The IFA mounted a protest outside the bank's AGM in Ballsbridge today which, for a time, involved blocking the entrance to the conference venue with a tractor.
A large group of farmers and members of the IFA marched outside the venue with posters and banners calling on the bank to reverse its decision.
Martin Stapleton, Chairman of the Farm Business Committee of the IFA, said there was no consistency in the way the bank had approached the issue and accused AIB of 'superficial engagement' with those affected.
"It is completely unacceptable that they would sell the loans of farmers who've been genuinely making every effort to engage and pay.
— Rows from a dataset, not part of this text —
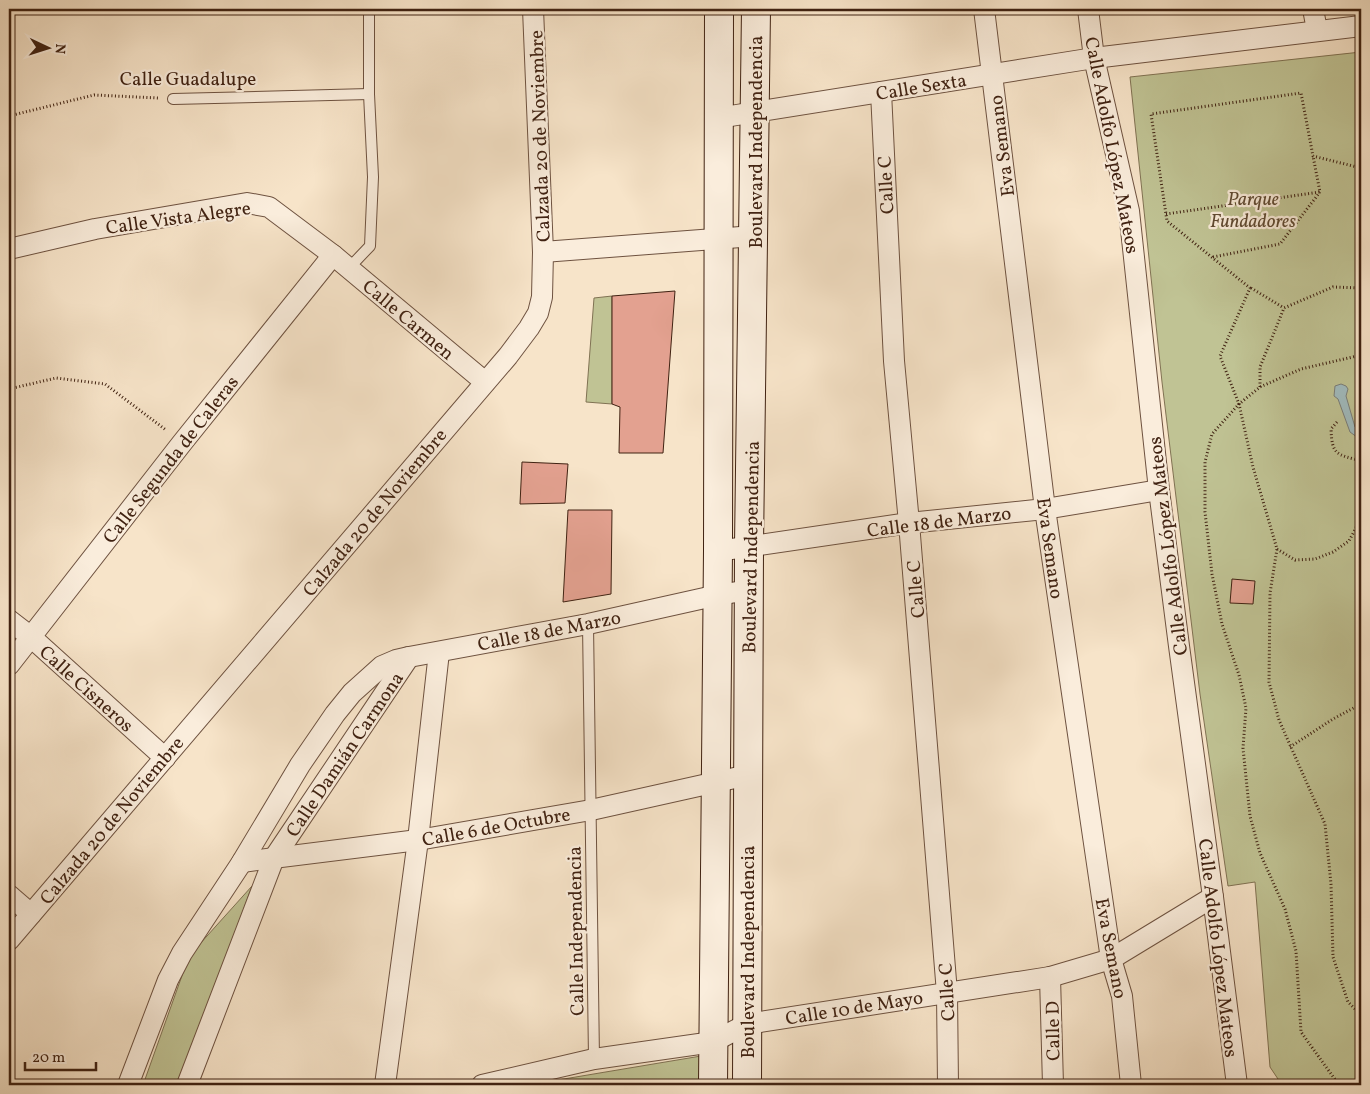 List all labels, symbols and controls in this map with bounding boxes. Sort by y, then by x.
north arrow [22,22,72,72]
street label: Calzada 20 de Noviembre [524,29,558,242]
street label: Calle Adolfo López Mateos [1077,35,1145,256]
street label: Boulevard Independencia [744,36,770,248]
text: N [50,43,69,55]
street label: Calle Guadalupe [120,67,256,93]
street label: Calle Sexta [874,68,969,108]
street label: Eva Semano [984,94,1022,198]
street label: Calle C [872,155,902,215]
park label: Parque Fundadores [1210,187,1296,235]
street label: Calle Vista Alegre [104,196,252,242]
street label: Calle Carmen [356,274,459,367]
street label: Calle Segunda de Caleras [98,371,246,550]
street label: Calzada 20 de Noviembre [297,424,454,603]
street label: Calle Adolfo López Mateos [1143,435,1195,657]
street label: Boulevard Independencia [737,440,767,654]
street label: Eva Semano [1029,496,1069,601]
street label: Calle 18 de Marzo [866,501,1013,545]
street label: Calle C [901,559,932,619]
street label: Calle 18 de Marzo [476,605,623,659]
street label: Calle Cisneros [33,640,139,739]
street label: Calle Damián Carmona [281,667,411,843]
street label: Calzada 20 de Noviembre [34,732,191,911]
street label: Calle 6 de Octubre [420,802,573,854]
street label: Calle Adolfo López Mateos [1191,837,1243,1059]
street label: Calle Independencia [563,846,591,1016]
street label: Boulevard Independencia [736,846,762,1058]
street label: Eva Semano [1088,896,1133,1001]
street label: Calle C [933,962,963,1022]
street label: Calle 10 de Mayo [784,985,925,1033]
street label: Calle D [1040,1001,1068,1061]
scale bar [25,1039,96,1071]
text: 20 m [32,1048,65,1069]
"It's all about giving people the opportunity to pay back a bank that has been bailed out by the people who they now won't give that opportunity to."
Richard Kennedy, Deputy President of the IFA said the association was not representing individuals who were refusing to pay their loans.
"This is the beginning of a campaign. We will to continue to make this point all over the country until AIB is prepared to stop the sale of loans of genuine farmers."
Speaking to media inside the AGM, AIB CEO Colin Hunt said the bank wanted to engage with customers and to have them continue banking with them.
"We have the largest array of options for dealing with issues of non-performing loans of any bank, but we have to retain the right to engage a range of options to deal with NPEs (non-performing exposures) to ensure that we're strongly positioned for the years ahead.
"We want to see engagement and conversations where we can come to agreements that lead to viable restructuring of NPEs."
On claims that the bank was refusing to engage with the farmers, Mr Hunt said AIB had over 1,500 staff out of a total of around 10,000 engaged in coming up with solutions for individuals who were having difficulties paying back their loans.
He said this amounted to a huge investment in terms of personnel.
Farmers protest inside the Ballsbridge Hotel at the AIB AGM pic.twitter.com/Ryb7oIaHot— Micheal Mac Suibhne (@MicMacSuibh) April 24, 2019
Meanwhile, the deputy chair of AIB has indicated that remuneration is an issue for the bank in the retention of staff.
In her opening comments at AGM, Catherine Woods said the restrictions on pay in state-owned banks remains a real concern for institutional investors.
She said the bank was awaiting the conclusion of a remuneration review announced by the Minister for Finance.
Minister Paschal Donohoe announced the review around the time that the state - which is a 71% shareholder in AIB - voted against proposals from the bank last year around share based remuneration.
"Our ability to retain and attract the people with the skills necessary to maximise the value of the bank for all shareholders, including the Irish taxpayer, is in part dependent on our ability to compete with the remuneration practices of other employers," Ms Woods said.
Executive pay at state owned banks is capped at €500,000.
Colin Hunt also said the bank was "comfortable with the position"’ it's in regarding 6,000 customers who believe they have been left outside the tracker redress programme.
He told the AGM that it had dealt with the cases.
The customers were given €1,650 each in recognition of the fact that they were denied a tracker in 2008 when their fixed rate period expired.
However, the bank argues they were never on tracker mortgages in the first place.
AIB said it had finished offering trackers as a product by the time the customers came off their fixed rate products.
It claimed the "prevailing tracker rate" would have been prohibitively high had it been offered as a product at the time.
Consumer advocate Brendan Burgess accused the bank of being creative in its use of language on the issue.
He said the bottom line was that these customers were entitled to a tracker rate.
Mr Burgess claimed the affected individuals were paying on average €250 per month more than they should be paying if they were on a tracker.